Posher wrote: » I don't think so. I understand that it's for a service area which I assume means a fuel service station. But I'm not 100% on that.
Praetorian wrote: » I suppose the big problem is that no new projects are starting, and where will the money come from?
tech2 wrote: » There is absolutely no money for new roads after the MUI's are completed. The government are proceeding new roads through the PPP mechanism where the road will be paid back over a period of 30 years on average using toll plazas or shadow tolls. The M1 widening is not top priority either so that will set it back even more. Maybe a decade at least. Next PPP's to go ahead to construction: M17/M18 Q4 2010 M11/N7 Newlands X Q4 2011 N11/N25 Q2 2011 Galway Bypass n/a M20 Cork to Limerick n/a Those dates are very optimistic too maybe give it +2-5 years for most of them.
Praetorian wrote: » Yes that's true, but if you consider we're apparently borrowing 400 million per week just to run the country, then what, 200 million? for a long term investment seems like it would be well worth the price. Not to mention it would probably provide 500 jobs for a year. It's a massive bottleneck on what must be the second busiest motorway in the country after the M50.

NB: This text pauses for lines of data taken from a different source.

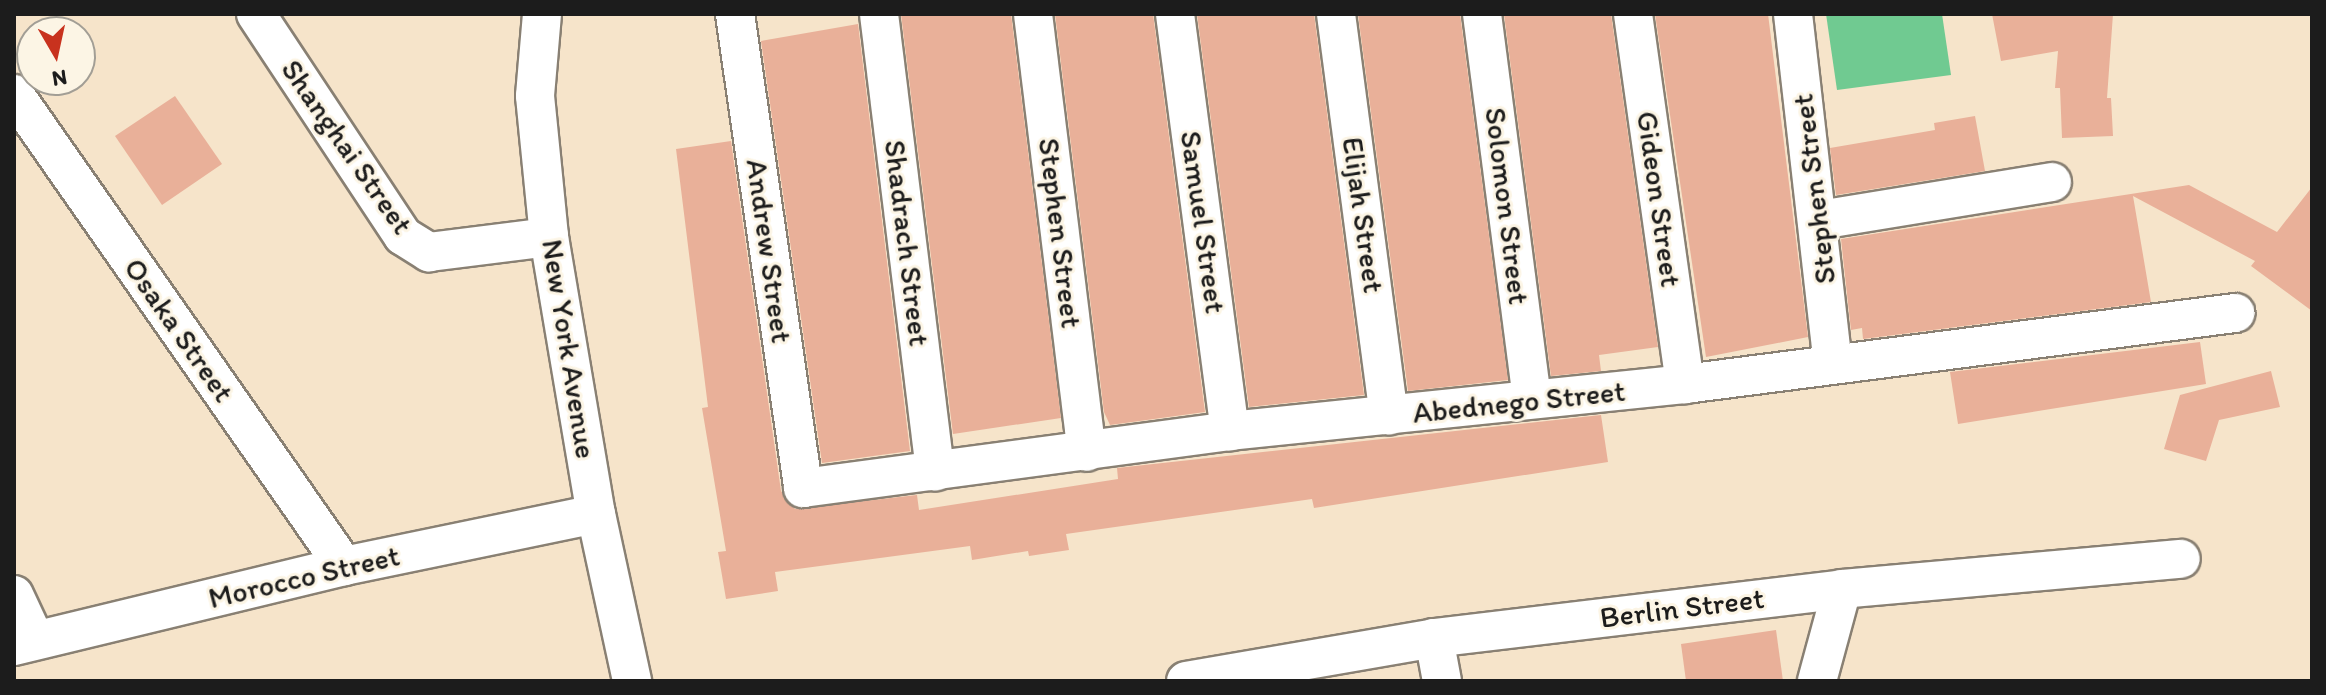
<!DOCTYPE html>
<html>
<head>
<meta charset="utf-8">
<style>
	body { margin:0 }
	#map { position:relative; width:2326px; height:695px; overflow:hidden; background:#f6e4ca; font-family:Itim,sans-serif }
	div>[style] { position:absolute }
	[style*='--x'] { left:calc(var(--x)*1px); top:calc(var(--y)*1px); width:calc(var(--w)*1px); rotate:calc(var(--a)*1deg) }
	.green>* { inset:0; background:#70ca91 }
	.building>* { inset:0; background:#e9b099 }
	.roads { filter:drop-shadow(2px 0 #898073) drop-shadow(-2px 0 #898073) drop-shadow(0 2px #898073) drop-shadow(0 -2px #898073) }
	.minor>* { height:38px; margin:-19px; padding:0 19px; transform-origin:19px; border-radius:19px; background:#fff }
	span { translate:-50% -50%; white-space:nowrap; text-align:center; line-height:1.15; -webkit-text-stroke:6px #fcf5e5; paint-order:stroke }
	.street-label { font-size:30px; color:#1c1c1c }
	.frame { position:absolute; inset:0; border:16px solid #1c1c1c; pointer-events:none }
	.north { position:absolute; left:16px; top:16px; width:80px; height:80px; box-sizing:border-box; background:#fcf5e5; border:2px solid #a29e95; border-radius:50%; rotate:171deg; font-size:22px; font-weight:700; line-height:32px; text-align:center; color:#1c1c1c }
	.north::after { content:''; display:block; margin:auto; width:28px; height:36px; background:#c8321e; clip-path:polygon(50% 0,100% 100%,50% 72%,0 100%) }
</style>
</head>
<body>
<div id="map">
	<div class="green">
		<div style="clip-path:polygon(1826px 14px,1942px 14px,1951px 75px,1837px 90px)"></div>
	</div>
	<div class="building">
		<div style="clip-path:polygon(901px 14px,1011px 14px,1061px 418px,953px 434px)"></div>
		<div style="clip-path:polygon(1055px 14px,1153px 14px,1205px 412px,1110px 425px,1104px 412px)"></div>
		<div style="clip-path:polygon(1197px 14px,1314px 14px,1364px 395px,1249px 407px)"></div>
		<div style="clip-path:polygon(1358px 14px,1460px 14px,1508px 380px,1408px 391px)"></div>
		<div style="clip-path:polygon(1504px 14px,1611px 14px,1658px 347px,1599px 355px,1601px 371px,1551px 376px)"></div>
		<div style="clip-path:polygon(1655px 14px,1768px 14px,1808px 337px,1706px 357px)"></div>
		<div style="clip-path:polygon(1992px 14px,2113px 14px,2107px 98px,2111px 98px,2113px 136px,2062px 138px,2060px 88px,2055px 88px,2058px 51px,2001px 61px)"></div>
		<div style="clip-path:polygon(858px 24px,910px 451px,822px 463px,761px 41px)"></div>
		<div style="clip-path:polygon(175px 96px,222px 164px,162px 205px,115px 136px)"></div>
		<div style="clip-path:polygon(1975px 116px,1985px 171px,1836px 195px,1830px 148px,1935px 130px,1934px 123px)"></div>
		<div style="clip-path:polygon(731px 141px,781px 491px,795px 509px,917px 495px,919px 510px,1118px 479px,1117px 468px,1601px 415px,1608px 462px,1314px 508px,1312px 499px,1066px 534px,1069px 550px,1029px 556px,1028px 551px,972px 560px,970px 546px,775px 572px,778px 591px,726px 599px,718px 552px,726px 551px,702px 408px,708px 407px,676px 149px)"></div>
		<div style="clip-path:polygon(2189px 185px,2277px 232px,2312px 187px,2312px 311px,2251px 266px,2255px 261px,2133px 196px,2151px 302px,1863px 339px,1862px 328px,1851px 330px,1841px 239px)"></div>
		<div style="clip-path:polygon(2200px 342px,2206px 384px,1958px 424px,1950px 372px)"></div>
		<div style="clip-path:polygon(2271px 371px,2280px 407px,2219px 420px,2206px 461px,2164px 449px,2180px 395px)"></div>
		<div style="clip-path:polygon(1776px 630px,1783px 681px,1686px 681px,1681px 644px)"></div>
	</div>
	<div class="roads">
		<div class="minor">
			<div style="--x:256;--y:14;--w:266;--a:56.5"></div>
			<div style="--x:403;--y:236;--w:31;--a:32"></div>
			<div style="--x:429;--y:252;--w:121;--a:-7.1"></div>
			<div style="--x:542;--y:14;--w:82;--a:94.9"></div>
			<div style="--x:535;--y:96;--w:142;--a:84.3"></div>
			<div style="--x:549;--y:237;--w:281;--a:80.4"></div>
			<div style="--x:596;--y:514;--w:171;--a:77.8"></div>
			<div style="--x:735;--y:14;--w:479;--a:81.8"></div>
			<div style="--x:803;--y:488;--w:431;--a:-7.6"></div>
			<div style="--x:1230;--y:431;--w:457;--a:-5.9"></div>
			<div style="--x:1685;--y:384;--w:555;--a:-7.36"></div>
			<div style="--x:879;--y:14;--w:461;--a:83"></div>
			<div style="--x:1033;--y:14;--w:441;--a:83"></div>
			<div style="--x:1175;--y:14;--w:421;--a:82.5"></div>
			<div style="--x:1336;--y:14;--w:405;--a:82.5"></div>
			<div style="--x:1482;--y:14;--w:387;--a:82.6"></div>
			<div style="--x:1633;--y:14;--w:374;--a:82"></div>
			<div style="--x:1793;--y:14;--w:352;--a:83.5"></div>
			<div style="--x:14;--y:94;--w:576;--a:55.04"></div>
			<div style="--x:1820;--y:220;--w:235;--a:-9.3"></div>
			<div style="--x:14;--y:595;--w:50;--a:65"></div>
			<div style="--x:1434;--y:638;--w:44;--a:79.5"></div>
			<div style="--x:14;--y:646;--w:340;--a:-13.6"></div>
			<div style="--x:344;--y:566;--w:257;--a:-11.7"></div>
			<div style="--x:1186;--y:681;--w:252;--a:-9.8"></div>
			<div style="--x:1434;--y:638;--w:411;--a:-6.8"></div>
			<div style="--x:1842;--y:589;--w:340;--a:-5.1"></div>
			<div style="--x:1817;--y:681;--w:95;--a:-74.8"></div>
		</div>
	</div>
	<div class="street-label">
		<span style="left:347px;top:147px;rotate:55deg">Shanghai Street</span>
		<span style="left:1814px;top:189px;rotate:-97deg">Stephen Street</span>
		<span style="left:1659px;top:199px;rotate:82deg">Gideon Street</span>
		<span style="left:1507px;top:206px;rotate:83deg">Solomon Street</span>
		<span style="left:1363px;top:215px;rotate:82deg">Elijah Street</span>
		<span style="left:1203px;top:222px;rotate:82deg">Samuel Street</span>
		<span style="left:1060px;top:233px;rotate:83deg">Stephen Street</span>
		<span style="left:907px;top:243px;rotate:83deg">Shadrach Street</span>
		<span style="left:769px;top:251px;rotate:82deg">Andrew Street</span>
		<span style="left:179px;top:330px;rotate:55deg">Osaka Street</span>
		<span style="left:569px;top:349px;rotate:81deg">New York Avenue</span>
		<span style="left:1519px;top:402px;rotate:-6deg">Abednego Street</span>
		<span style="left:304px;top:577px;rotate:-13deg">Morocco Street</span>
		<span style="left:1682px;top:608px;rotate:-7deg">Berlin Street</span>
	</div>
	<div class="frame"></div>
	<div class="north">N</div>
</div>
</body>
</html>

Aard wrote: » I think the solution here is not "build more road", but rather "build more rail".
BrianD wrote: » Add in bad lane discipline and bad road signage and it's why the jam is there.
antoinolachtnai wrote: » Widening a motorway into the city isn't really going to make much difference to congestion. Improving the junctions might help by getting cars off the road faster onto the M50 in particular. As I understand it, adding extra lanes can actually worsen the situation, because it results in more lane changes. It is the lane changes that cause the delays (because every lane change results in a chain reaction of slowing down in the change-from and sometimes also the change-to lane). There is a literature about this - see http://www.springerlink.com/content/n0476j254041g114/ for example, also a book called 'critical mass' which has a chapter on the subject). If it were up to me, I would widen the M50 in this area alright, putting a 75mph coach lane in the centre. You could combine this with a park and ride or two and have a pretty effective alternative to driving into the city centre.

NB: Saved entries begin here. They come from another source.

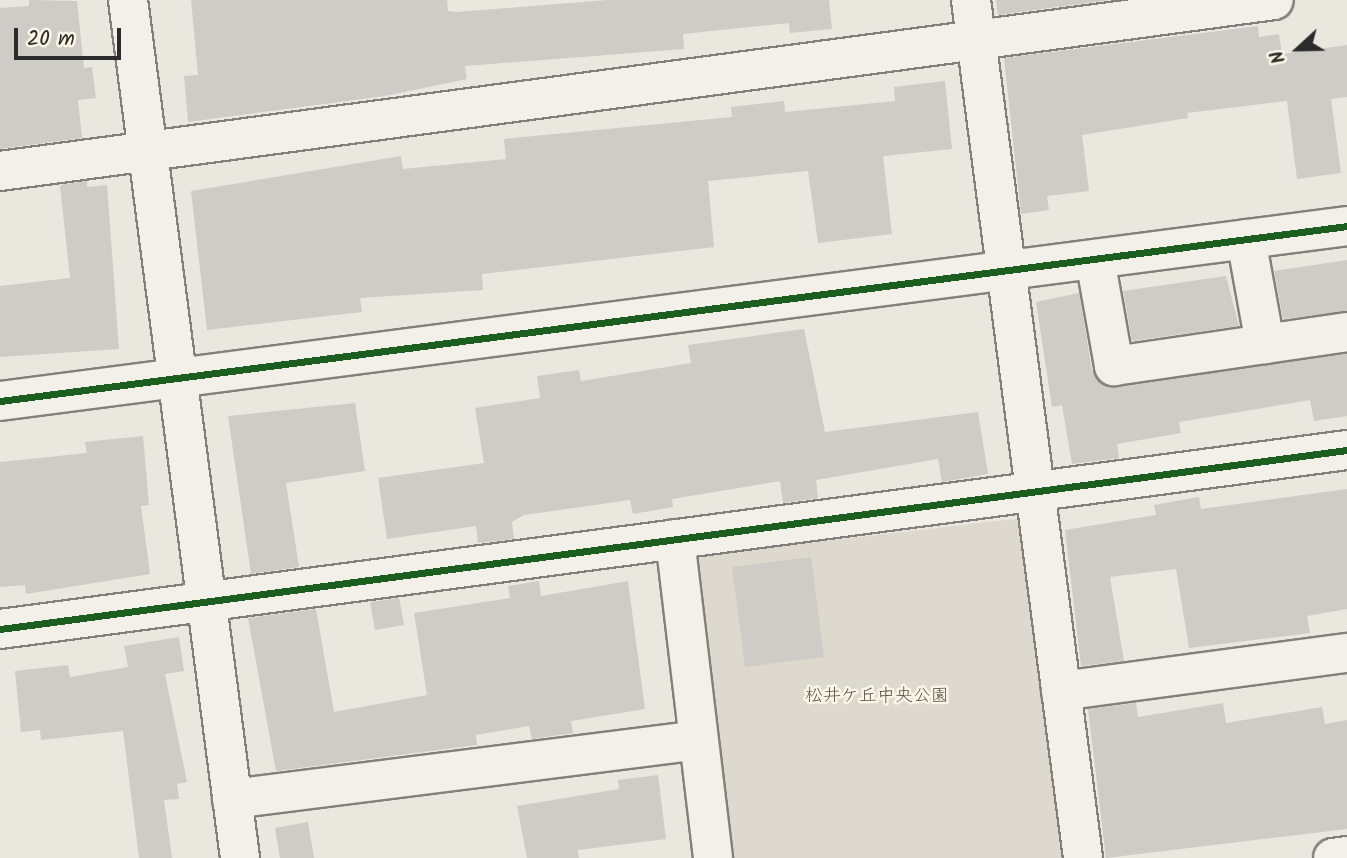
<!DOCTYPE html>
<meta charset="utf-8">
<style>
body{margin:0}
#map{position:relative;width:1347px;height:858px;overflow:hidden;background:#eae7df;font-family:Kalam,"Klee One",sans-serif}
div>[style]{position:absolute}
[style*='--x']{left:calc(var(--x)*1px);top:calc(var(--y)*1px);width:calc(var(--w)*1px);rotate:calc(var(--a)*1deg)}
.built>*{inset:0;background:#ddd9ce}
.building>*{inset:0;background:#ceccc6}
.roads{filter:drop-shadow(2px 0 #81807c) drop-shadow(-2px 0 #81807c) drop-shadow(0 2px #81807c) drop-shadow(0 -2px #81807c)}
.minor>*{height:38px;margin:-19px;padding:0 19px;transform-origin:19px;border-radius:19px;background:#f3f0ea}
.cycleway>*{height:7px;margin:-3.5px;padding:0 3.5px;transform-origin:3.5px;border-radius:3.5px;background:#1b5e20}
span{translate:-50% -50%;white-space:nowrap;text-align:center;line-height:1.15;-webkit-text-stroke:5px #fcf5e5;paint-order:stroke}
.park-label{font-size:18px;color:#555450}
.north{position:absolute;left:1263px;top:14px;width:70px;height:70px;-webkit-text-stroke:5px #fcf5e5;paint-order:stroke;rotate:248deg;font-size:19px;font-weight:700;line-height:28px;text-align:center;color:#2b2b2b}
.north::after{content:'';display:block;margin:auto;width:24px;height:32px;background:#2b2b2b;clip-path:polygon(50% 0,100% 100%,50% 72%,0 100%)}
.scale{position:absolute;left:14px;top:28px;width:107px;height:32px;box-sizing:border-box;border:4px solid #2b2b2b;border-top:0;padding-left:9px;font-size:21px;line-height:24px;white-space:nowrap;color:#2b2b2b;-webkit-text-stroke:5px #fcf5e5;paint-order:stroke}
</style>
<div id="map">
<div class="built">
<div style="clip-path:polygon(1023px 518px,1063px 858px,732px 858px,696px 556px)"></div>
</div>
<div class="building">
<div style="clip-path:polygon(29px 0,77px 1px,84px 68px,92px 67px,96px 98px,78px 100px,82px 138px,0 149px,0 8px,29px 6px)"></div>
<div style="clip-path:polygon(191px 0,447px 0,448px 11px,456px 12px,608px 0,829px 0,832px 29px,790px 33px,789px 23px,683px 34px,684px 49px,465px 66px,467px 79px,385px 96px,188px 122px,184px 76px,198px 75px)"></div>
<div style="clip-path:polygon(996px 0,1110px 0,998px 15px)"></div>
<div style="clip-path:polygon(1258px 26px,1259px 37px,1279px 34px,1282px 54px,1347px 45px,1347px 97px,1331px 99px,1341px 173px,1297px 179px,1287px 101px,1187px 113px,1188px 118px,1082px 135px,1089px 191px,1047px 196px,1049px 210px,1021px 214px,1004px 58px)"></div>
<div style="clip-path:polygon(945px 81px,952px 149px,883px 156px,892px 234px,818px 243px,808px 171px,708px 181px,714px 247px,482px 274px,483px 290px,360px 298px,362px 312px,207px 330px,191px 191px,401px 156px,403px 169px,506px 159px,504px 139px,732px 117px,731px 107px,784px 101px,785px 112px,895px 101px,894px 87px)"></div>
<div style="clip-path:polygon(87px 181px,87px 187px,107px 185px,119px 349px,0 357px,0 286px,70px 278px,60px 185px)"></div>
<div style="clip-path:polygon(1347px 260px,1347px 311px,1283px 319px,1274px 271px)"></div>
<div style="clip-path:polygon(1226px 276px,1239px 326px,1132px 341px,1123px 291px)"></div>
<div style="clip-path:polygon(1079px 293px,1092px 370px,1106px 386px,1347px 354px,1347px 416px,1314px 421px,1310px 400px,1179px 422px,1181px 433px,1117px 444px,1119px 458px,1072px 464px,1062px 405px,1052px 407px,1036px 302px)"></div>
<div style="clip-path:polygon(804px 329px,825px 432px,978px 412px,988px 474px,942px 482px,938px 459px,816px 480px,818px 498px,783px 503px,780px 481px,672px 499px,673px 507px,633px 514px,630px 500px,524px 515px,512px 522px,514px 539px,478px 543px,476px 526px,387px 539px,378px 478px,484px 463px,475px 408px,540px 398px,537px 376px,579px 370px,581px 381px,691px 363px,688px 345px)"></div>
<div style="clip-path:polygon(355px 403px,365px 471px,286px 483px,299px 567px,251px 574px,228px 416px)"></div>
<div style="clip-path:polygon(143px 436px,149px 505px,141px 506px,150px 574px,26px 594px,25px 585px,0 587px,0 462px,87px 453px,85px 442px)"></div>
<div style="clip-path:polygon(1347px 489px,1347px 609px,1307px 616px,1310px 633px,1189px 648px,1176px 569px,1110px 577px,1124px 661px,1081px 666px,1065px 530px,1156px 515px,1154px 505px,1199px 497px,1201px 509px)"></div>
<div style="clip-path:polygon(811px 557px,824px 657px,745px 667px,732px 567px)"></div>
<div style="clip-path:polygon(539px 581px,541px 596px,628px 581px,645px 709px,571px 721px,573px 733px,532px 739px,529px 726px,476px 735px,477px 745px,276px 771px,248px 618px,316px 609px,334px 712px,427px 695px,414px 613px,510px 598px,508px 586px)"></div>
<div style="clip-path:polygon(399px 598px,404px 625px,375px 630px,370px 602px)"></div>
<div style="clip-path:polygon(179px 637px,184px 671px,165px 674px,187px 782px,177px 784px,179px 799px,164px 800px,172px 858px,139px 858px,123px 731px,41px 740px,40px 730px,21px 732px,15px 671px,68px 665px,70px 677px,128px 667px,124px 646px)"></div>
<div style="clip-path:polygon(1136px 703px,1138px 717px,1223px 703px,1226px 723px,1322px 707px,1325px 724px,1347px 720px,1347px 829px,1106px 858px,1088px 709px)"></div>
<div style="clip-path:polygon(658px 775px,666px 839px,578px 850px,579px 858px,527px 858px,517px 806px,619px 789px,618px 780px)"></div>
<div style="clip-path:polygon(308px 822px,314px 858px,280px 858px,275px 828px)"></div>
</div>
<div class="roads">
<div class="minor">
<div style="--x:128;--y:0;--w:865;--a:82.56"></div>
<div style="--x:971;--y:0;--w:865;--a:82.56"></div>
<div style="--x:0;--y:171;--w:1285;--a:-7.64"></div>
<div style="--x:1246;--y:239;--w:107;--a:79.7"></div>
<div style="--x:1095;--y:259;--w:109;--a:79.9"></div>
<div style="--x:1114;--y:366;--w:235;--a:-8.3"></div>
<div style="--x:0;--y:401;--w:1358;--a:-7.4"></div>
<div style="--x:675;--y:539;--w:321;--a:83.2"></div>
<div style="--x:0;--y:629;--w:1359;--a:-7.57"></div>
<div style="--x:1061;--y:691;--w:289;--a:-7.6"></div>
<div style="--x:232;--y:799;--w:469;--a:-7.2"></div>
<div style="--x:1333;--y:858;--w:14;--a:-8"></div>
</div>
</div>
<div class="cycleway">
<div style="--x:0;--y:401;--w:1358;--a:-7.4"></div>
<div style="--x:0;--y:629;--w:1359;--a:-7.57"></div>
</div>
<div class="park-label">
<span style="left:877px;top:697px">松井ケ丘中央公園</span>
</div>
<div class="north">N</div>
<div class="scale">20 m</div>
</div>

sdonn wrote: » What the M1 needs is a third lane all right, but it should be for public transport only between peak hours. It would cripple Iarnród Éireann of course though, so it will never happen. DART to drogheda every 5 minutes would be ten times better, with free parking and a few multi-storey carparks along the train line but common sense just doesn't bloody well apply in this godforsaken country.
antoinolachtnai wrote: » That's mostly because there are not that many buses on many US highways. The idea would be to generate extra bus journeys off the back of park-and-ride. The cost of building an extra lane would be enormous. If you make it a general lane or even a carpool-only lane, all you will do is deliver cars to the congested junctions quicker.